Questo testo, scritto tra aprile e maggio 2023, prova a mettere in fila alcuni ragionamenti strategici a partire da esperienze di lotta recenti tra Stati Uniti e Francia. Non si tratta di un bilancio, né tantomeno di un insieme di indicazioni prescrittive, si tratta di un tentativo di ragionare sulle strategie dei movimenti e dei limiti che incontrano.

Si potrebbero considerare le condizioni storiche come ostacoli inaggirabili che conducono all’inesorabile declino dei movimenti, oppure, si potrebbe affermare che la sconfitta è già inscritta nella composizione sociologica di classe di chi si mobilita. Il problema invece è strategico, ossia di saper cogliere nei conflitti quelle tendenze che le conducono su delle «impasse» già annunciate, per provare piuttosto a esplorare delle ipotesi alternative. Una «strategia della composizione» con le forze politiche esistenti raggiunge rapidamente dei limiti di allargamento, e una volta satura, ripiega conseguentemente su dinamiche politiche classiche: il consenso nei confronti dell’istanza della lotta può essere facilmente capitalizzato dalle forze elettorali, mentre vengono represse le parti che si sono fatte portatrici di quelle spinte non ritenute legittime all’interno di un quadro «legale».

Il recente ciclo di lotte in Francia pone delle questioni rispetto a quali rapporti intrattenere con le forze della sinistra: ad esempio su come l’essere rimasti dentro l’orizzonte strategico del sindacato, senza averne saputo avanzare uno autonomo, abbia condotto il movimento contro la riforma delle pensioni a una sconfitta insindacabile. Dall’altra parte cavalcare delle istanze ecologiste di grande consenso può consentire di ottenere una maggior legittimazione pubblica e diffondere forme di azione come il sabotaggio, ma dopo una prima fase si scivola facilmente in meccanismi di recupero elettorale e repressione.

Gli interventi dei gruppi autonomi o radicali che provano a porsi alla testa dei movimenti per spostare l’asse politico della sinistra istituzionale ha degli evidenti limiti strategici se non riesce a far saltare le rappresentazioni politiche classiche, venendone sostanzialmente catturati.

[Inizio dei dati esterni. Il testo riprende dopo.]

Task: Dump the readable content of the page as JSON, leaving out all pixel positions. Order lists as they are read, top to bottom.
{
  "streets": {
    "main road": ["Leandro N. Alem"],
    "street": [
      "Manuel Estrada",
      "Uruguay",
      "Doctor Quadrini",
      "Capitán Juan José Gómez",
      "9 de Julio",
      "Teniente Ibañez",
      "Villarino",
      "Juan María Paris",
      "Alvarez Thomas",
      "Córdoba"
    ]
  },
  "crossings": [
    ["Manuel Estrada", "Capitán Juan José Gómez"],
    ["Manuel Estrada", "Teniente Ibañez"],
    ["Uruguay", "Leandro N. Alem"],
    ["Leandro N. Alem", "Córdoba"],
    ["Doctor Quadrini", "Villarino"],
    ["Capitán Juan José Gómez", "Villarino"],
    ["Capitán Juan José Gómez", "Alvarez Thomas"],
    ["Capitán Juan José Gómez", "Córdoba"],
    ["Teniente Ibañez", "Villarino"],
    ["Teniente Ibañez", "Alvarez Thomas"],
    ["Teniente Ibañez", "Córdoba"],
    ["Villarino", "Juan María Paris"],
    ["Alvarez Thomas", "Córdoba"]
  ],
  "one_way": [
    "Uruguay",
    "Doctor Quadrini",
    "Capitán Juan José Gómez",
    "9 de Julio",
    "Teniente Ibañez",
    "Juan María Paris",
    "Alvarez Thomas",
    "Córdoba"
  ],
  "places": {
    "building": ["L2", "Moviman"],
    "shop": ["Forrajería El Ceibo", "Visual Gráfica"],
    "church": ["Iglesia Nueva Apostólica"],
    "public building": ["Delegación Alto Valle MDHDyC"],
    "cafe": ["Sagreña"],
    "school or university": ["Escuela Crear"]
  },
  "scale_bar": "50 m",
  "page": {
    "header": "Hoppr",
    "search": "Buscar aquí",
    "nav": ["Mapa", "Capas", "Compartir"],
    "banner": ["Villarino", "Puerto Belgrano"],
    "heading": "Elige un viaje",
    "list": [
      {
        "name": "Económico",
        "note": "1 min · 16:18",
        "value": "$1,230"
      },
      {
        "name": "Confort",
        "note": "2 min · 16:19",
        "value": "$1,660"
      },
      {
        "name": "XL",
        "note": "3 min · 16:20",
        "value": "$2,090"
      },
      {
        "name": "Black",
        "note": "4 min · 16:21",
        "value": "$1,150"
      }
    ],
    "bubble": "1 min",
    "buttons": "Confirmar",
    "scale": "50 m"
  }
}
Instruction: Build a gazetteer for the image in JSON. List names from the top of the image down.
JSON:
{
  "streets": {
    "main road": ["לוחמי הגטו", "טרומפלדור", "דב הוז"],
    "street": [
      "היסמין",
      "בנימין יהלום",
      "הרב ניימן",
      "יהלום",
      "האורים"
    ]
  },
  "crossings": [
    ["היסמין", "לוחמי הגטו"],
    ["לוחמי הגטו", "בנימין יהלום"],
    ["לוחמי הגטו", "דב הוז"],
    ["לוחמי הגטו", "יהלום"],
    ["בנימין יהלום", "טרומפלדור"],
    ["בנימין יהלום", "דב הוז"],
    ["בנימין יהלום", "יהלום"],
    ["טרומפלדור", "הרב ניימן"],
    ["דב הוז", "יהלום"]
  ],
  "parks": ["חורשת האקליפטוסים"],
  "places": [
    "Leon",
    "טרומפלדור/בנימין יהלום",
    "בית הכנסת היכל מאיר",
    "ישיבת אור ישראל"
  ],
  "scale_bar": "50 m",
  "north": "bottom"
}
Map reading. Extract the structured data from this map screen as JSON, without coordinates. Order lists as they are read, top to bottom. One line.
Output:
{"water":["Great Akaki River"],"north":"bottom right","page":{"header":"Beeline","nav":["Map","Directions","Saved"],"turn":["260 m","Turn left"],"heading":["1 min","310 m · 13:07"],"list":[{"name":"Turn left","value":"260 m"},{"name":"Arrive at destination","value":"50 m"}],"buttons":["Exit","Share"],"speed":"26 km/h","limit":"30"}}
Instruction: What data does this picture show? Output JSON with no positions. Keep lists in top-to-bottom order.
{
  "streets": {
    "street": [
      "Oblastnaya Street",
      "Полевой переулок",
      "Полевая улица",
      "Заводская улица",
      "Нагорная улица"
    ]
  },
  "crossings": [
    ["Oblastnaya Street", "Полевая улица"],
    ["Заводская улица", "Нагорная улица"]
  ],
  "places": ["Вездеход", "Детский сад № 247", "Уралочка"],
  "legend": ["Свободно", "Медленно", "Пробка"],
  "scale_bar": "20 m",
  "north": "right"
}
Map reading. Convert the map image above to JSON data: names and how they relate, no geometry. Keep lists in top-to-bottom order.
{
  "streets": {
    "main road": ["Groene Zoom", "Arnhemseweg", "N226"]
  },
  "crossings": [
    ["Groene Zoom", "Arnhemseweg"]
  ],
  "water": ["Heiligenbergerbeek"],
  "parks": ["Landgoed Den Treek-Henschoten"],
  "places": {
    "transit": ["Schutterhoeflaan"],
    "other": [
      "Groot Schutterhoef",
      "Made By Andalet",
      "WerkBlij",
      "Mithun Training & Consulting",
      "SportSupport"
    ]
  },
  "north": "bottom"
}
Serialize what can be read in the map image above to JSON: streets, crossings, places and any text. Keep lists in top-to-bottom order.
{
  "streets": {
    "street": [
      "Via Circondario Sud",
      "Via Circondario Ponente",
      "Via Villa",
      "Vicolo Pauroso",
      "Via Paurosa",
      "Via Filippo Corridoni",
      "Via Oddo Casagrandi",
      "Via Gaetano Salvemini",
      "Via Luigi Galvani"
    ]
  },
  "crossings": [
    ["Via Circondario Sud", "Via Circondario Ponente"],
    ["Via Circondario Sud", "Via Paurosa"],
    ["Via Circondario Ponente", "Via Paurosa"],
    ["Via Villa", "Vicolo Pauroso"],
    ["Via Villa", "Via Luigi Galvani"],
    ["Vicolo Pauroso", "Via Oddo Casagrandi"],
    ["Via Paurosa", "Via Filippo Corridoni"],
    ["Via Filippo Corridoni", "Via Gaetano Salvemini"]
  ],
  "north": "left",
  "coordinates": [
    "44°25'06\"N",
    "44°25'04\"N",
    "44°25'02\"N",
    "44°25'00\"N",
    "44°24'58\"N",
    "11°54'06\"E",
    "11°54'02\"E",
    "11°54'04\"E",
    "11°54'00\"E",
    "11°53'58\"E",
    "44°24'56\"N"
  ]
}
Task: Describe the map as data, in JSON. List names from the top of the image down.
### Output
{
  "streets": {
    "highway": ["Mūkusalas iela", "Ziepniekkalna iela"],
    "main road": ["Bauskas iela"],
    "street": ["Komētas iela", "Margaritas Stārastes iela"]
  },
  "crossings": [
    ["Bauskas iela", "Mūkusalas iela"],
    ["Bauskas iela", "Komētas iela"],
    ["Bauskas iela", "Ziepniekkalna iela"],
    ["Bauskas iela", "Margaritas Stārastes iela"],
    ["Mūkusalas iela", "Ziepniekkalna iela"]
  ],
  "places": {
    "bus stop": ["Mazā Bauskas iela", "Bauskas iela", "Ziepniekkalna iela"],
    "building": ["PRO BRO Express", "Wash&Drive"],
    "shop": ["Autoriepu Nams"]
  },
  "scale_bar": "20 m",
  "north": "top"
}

I gilet gialli avevano già mostrato in maniera evidente che il neoliberismo democratico non esiste, che non vi sono grandi spazi di mediazione e che l’unico modo per invertire la polarizzazione reazionaria che sta investendo tutto l’Occidente non è un largo fronte di sinistra, ma un movimento popolare capace di disarticolare le rappresentazioni politiche. Fare tesoro dell’esperienza dei gilet gialli significa allora non ragionare in termini di alleanze scontate, per andare alla ricerca di «composizioni» opache e imprevedibili. Le occasioni non mancano e non sono mancate anche in Italia: sono numerose le opposizioni popolari contro opere che vengono giustificate come parte di una transizione verde (in ambiti urbani come rurali), ma anche sono state numerose le opposizioni contro tecnologie di controllo come si è potuto intravvedere a Trieste nella protesta contro il greenpass.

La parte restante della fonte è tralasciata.